Abstract

A survey of intraspecific allozymic variation among samples of the damselfishes Chrysiptera cyanea and Pomacentrus coelestis collected from Palau and Okinawa revealed levels of genetic divergence far in excess of estimates reported previously for populations of coral reef fishes. Absolute or nearly fixed differences in allele frequencies were detected at ADA *, sMDH-2 *, MEP-1 *, PEPB *, PEP-LT * and sSOD *, and at sAAT *, GPI-A *, LDH-1 *, and PEPB *, among the geographic samples of C. cyanea and P. coelestis, respectively. Examination of allele frequencies at most other loci (26 for C. cyanea; 24 for P. coelestis) revealed slight differentiation or identical fixation among the geographic samples. The observed patterns of allele frequency distribution suggest the existence of localized demes of these fishes: these demes may be cryptic and/or incipient species. Whether or not speciation is incipient, the observed patterns of allozymic and isozymic variability suggest that natural selection is a factor in the maintenance of population substructuring of the study species.
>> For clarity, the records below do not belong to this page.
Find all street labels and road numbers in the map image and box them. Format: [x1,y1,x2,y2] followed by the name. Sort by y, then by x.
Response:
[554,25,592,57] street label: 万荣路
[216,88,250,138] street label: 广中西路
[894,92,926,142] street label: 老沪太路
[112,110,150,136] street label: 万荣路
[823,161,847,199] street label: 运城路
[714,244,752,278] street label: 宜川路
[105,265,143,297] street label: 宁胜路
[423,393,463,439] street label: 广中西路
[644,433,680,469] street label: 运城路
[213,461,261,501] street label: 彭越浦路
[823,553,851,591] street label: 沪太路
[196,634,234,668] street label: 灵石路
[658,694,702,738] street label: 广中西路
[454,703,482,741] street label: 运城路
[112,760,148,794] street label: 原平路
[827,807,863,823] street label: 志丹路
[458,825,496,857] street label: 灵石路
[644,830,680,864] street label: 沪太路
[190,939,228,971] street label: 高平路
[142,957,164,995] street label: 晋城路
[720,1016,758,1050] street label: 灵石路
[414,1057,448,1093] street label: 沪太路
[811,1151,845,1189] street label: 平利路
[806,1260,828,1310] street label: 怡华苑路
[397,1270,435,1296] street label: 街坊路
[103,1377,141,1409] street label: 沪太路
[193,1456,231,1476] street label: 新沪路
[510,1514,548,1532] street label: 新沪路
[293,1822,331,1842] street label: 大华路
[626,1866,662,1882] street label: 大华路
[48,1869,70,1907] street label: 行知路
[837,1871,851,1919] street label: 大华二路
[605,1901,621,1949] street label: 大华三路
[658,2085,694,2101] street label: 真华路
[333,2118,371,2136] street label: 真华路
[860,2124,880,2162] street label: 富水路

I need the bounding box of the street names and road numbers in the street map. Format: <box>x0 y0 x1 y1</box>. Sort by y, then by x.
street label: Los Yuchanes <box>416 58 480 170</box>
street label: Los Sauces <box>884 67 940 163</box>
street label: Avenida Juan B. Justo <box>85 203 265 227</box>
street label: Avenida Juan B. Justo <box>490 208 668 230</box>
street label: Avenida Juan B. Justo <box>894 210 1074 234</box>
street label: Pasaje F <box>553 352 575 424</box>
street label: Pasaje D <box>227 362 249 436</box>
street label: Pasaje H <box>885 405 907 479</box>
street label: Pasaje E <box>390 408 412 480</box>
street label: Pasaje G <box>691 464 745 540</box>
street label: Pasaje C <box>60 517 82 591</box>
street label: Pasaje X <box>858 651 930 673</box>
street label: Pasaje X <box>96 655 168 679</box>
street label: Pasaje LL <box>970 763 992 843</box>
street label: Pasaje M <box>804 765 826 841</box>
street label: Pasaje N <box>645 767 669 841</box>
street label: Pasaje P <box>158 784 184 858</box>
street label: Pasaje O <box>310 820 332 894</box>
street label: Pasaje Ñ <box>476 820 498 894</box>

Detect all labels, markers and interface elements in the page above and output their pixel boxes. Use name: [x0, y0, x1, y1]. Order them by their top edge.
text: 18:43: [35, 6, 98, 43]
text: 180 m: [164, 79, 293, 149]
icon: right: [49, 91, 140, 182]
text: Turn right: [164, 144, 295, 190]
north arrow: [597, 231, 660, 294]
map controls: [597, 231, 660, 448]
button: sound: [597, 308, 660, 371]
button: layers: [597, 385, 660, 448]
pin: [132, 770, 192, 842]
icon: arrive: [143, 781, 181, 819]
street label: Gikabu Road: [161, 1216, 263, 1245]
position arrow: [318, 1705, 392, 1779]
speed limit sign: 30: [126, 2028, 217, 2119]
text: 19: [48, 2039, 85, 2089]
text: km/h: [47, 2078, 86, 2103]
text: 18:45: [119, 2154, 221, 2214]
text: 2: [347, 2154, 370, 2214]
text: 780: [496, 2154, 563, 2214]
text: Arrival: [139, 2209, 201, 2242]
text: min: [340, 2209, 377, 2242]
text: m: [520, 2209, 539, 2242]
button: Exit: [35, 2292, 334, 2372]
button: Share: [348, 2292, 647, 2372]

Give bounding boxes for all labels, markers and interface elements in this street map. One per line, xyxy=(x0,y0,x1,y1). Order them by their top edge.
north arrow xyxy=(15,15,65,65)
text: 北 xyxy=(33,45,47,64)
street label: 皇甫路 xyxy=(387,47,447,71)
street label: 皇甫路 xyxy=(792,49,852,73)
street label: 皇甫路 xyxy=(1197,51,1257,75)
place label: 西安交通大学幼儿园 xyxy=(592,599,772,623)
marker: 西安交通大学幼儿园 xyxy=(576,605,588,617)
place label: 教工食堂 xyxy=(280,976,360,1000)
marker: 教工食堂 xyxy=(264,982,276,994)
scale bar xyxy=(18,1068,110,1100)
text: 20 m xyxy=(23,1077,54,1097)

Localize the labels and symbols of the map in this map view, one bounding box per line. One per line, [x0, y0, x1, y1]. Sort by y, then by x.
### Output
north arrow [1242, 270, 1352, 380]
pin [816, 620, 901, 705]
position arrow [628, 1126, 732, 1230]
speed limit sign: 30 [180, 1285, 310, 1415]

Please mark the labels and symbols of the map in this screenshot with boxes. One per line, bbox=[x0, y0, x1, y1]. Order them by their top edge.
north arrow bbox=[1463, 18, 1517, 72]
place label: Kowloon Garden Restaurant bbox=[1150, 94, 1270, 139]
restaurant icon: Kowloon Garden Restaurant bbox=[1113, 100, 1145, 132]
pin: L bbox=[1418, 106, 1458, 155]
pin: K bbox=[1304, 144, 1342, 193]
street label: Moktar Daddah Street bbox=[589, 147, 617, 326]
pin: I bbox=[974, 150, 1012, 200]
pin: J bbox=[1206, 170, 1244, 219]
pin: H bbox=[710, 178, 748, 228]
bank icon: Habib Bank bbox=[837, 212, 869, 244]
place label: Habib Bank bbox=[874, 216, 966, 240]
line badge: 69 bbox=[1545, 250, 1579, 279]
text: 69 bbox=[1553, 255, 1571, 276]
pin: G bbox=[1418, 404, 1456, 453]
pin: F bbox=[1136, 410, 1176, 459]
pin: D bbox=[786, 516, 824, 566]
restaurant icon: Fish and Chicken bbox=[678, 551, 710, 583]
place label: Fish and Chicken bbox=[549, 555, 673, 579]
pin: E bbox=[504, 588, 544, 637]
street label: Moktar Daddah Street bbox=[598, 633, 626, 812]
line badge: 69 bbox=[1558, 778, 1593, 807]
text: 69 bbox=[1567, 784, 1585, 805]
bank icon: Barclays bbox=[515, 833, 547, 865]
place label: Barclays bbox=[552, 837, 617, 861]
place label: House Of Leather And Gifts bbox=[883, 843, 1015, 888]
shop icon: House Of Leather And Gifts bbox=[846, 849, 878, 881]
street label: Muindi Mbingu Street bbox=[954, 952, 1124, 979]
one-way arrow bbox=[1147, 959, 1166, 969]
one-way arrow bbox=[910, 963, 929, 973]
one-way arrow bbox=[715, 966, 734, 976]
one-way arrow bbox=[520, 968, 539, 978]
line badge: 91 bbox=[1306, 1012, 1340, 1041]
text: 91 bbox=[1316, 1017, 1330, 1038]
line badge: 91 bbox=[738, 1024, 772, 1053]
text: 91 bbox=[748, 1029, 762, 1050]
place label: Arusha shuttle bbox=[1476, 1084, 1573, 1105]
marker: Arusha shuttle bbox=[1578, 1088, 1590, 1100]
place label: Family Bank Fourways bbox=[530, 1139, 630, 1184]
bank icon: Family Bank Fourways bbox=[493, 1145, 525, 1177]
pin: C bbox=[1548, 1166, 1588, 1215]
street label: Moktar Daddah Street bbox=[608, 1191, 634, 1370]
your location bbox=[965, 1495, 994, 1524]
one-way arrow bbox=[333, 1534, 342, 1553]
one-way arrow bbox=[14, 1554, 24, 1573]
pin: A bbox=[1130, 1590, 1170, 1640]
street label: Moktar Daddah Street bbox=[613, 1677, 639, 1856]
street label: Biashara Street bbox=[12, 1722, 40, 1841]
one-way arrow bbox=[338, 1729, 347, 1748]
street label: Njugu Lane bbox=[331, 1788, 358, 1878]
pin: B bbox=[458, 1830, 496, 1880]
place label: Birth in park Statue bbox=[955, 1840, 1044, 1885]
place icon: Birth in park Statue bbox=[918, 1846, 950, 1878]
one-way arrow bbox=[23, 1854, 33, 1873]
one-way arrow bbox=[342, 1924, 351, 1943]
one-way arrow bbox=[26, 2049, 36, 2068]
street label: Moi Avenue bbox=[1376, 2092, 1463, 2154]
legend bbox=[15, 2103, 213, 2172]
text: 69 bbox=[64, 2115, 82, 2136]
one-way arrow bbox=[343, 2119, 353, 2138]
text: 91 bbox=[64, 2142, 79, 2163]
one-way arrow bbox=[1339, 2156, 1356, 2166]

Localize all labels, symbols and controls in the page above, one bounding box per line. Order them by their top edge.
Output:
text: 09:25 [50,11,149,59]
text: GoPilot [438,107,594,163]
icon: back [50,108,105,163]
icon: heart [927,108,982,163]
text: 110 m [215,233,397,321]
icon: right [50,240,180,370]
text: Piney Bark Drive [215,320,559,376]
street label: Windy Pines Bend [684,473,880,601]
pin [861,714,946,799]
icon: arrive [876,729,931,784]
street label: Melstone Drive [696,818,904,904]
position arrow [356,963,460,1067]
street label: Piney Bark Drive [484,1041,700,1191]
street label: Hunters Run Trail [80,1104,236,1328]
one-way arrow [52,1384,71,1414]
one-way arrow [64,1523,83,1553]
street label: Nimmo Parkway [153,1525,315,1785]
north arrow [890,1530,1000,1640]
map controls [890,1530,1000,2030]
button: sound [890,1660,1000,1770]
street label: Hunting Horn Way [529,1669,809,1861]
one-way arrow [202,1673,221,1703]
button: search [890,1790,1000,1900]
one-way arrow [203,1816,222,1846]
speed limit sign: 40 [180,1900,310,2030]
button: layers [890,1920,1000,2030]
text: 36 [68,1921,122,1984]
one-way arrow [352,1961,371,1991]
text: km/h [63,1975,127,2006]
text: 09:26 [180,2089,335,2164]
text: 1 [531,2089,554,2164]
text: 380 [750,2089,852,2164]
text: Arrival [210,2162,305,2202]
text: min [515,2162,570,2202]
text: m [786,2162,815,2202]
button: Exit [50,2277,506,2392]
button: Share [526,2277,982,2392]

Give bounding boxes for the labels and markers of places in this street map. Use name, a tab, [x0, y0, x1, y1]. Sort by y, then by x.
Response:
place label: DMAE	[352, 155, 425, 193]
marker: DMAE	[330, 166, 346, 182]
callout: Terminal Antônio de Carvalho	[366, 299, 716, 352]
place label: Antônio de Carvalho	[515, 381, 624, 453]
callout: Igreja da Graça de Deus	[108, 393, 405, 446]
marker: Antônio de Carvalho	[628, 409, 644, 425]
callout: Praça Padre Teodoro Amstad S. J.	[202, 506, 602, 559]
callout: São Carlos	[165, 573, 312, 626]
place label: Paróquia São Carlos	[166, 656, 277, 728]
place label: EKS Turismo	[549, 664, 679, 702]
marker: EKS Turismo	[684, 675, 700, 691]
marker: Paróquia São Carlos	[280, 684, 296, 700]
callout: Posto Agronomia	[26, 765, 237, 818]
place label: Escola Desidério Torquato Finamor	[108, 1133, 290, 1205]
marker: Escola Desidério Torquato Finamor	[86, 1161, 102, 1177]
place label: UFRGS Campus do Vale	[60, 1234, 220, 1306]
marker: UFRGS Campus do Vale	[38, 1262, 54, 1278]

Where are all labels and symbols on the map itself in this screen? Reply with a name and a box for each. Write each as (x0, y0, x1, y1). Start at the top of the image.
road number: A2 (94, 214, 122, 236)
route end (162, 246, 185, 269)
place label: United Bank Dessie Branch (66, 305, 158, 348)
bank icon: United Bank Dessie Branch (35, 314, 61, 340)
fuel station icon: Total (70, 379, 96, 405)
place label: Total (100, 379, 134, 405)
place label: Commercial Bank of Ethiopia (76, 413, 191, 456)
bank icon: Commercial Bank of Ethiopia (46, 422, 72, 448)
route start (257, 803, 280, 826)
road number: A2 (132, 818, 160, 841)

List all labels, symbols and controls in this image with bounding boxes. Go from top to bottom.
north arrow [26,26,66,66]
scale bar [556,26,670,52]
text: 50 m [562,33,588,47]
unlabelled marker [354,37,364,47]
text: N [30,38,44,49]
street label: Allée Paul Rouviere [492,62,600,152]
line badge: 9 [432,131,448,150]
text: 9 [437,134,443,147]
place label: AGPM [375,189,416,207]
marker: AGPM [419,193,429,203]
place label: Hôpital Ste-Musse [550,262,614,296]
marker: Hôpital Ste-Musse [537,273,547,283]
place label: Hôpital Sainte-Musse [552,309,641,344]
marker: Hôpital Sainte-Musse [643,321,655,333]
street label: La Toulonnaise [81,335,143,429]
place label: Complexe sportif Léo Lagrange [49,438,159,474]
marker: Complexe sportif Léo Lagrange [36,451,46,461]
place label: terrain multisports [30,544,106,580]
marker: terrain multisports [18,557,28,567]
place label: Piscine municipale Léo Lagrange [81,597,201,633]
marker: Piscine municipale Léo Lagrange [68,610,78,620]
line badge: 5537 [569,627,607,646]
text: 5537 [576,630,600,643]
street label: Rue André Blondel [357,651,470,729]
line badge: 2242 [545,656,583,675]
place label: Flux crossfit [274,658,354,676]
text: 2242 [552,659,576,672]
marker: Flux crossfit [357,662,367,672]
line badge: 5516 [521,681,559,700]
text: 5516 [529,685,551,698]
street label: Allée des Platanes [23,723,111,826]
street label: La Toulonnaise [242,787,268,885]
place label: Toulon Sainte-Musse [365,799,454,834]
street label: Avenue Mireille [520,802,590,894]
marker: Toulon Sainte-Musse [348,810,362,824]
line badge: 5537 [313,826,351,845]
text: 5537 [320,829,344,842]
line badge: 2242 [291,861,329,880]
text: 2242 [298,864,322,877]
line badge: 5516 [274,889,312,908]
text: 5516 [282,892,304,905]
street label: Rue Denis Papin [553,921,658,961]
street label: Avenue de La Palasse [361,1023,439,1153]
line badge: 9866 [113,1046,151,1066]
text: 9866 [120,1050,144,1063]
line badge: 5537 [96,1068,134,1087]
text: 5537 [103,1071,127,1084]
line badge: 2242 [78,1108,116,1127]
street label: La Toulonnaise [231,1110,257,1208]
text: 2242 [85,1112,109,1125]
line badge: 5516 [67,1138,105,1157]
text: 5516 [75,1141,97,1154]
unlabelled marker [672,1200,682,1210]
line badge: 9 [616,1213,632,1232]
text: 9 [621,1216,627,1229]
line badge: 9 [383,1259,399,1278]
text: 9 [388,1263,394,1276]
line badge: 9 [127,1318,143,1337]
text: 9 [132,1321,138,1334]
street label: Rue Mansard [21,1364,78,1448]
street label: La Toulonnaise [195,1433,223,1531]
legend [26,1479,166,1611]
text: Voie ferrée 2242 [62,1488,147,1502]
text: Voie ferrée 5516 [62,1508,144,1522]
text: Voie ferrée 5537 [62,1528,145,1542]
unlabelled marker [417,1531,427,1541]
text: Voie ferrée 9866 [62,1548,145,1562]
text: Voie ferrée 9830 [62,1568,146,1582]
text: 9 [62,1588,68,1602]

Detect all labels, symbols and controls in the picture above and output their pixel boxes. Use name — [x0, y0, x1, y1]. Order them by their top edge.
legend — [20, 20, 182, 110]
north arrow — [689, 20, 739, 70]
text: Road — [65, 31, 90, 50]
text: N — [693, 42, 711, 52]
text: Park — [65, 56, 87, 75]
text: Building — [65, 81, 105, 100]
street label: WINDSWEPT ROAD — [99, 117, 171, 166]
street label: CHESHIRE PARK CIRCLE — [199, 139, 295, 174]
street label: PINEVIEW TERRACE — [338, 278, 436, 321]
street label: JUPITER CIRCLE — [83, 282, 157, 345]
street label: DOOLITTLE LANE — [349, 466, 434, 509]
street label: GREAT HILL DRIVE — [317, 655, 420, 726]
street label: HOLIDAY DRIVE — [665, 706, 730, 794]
Pronounced allelic differences were highly concentrated at a small number of loci: strongly bimodal frequency distributions of loci relative to their genetic identities (I) were observed for among-population comparisons in both study species. Allozymes encoded by the PEPB * locus in samples of the noncongeners from Palau exhibited identical electrophoretic mobilities. In Palauan P. coelestis, mSOD * is expressed but sSOD * apparently is not, whereas in Okinawan P. coelestis, both mSOD * and sSOD * are expressed.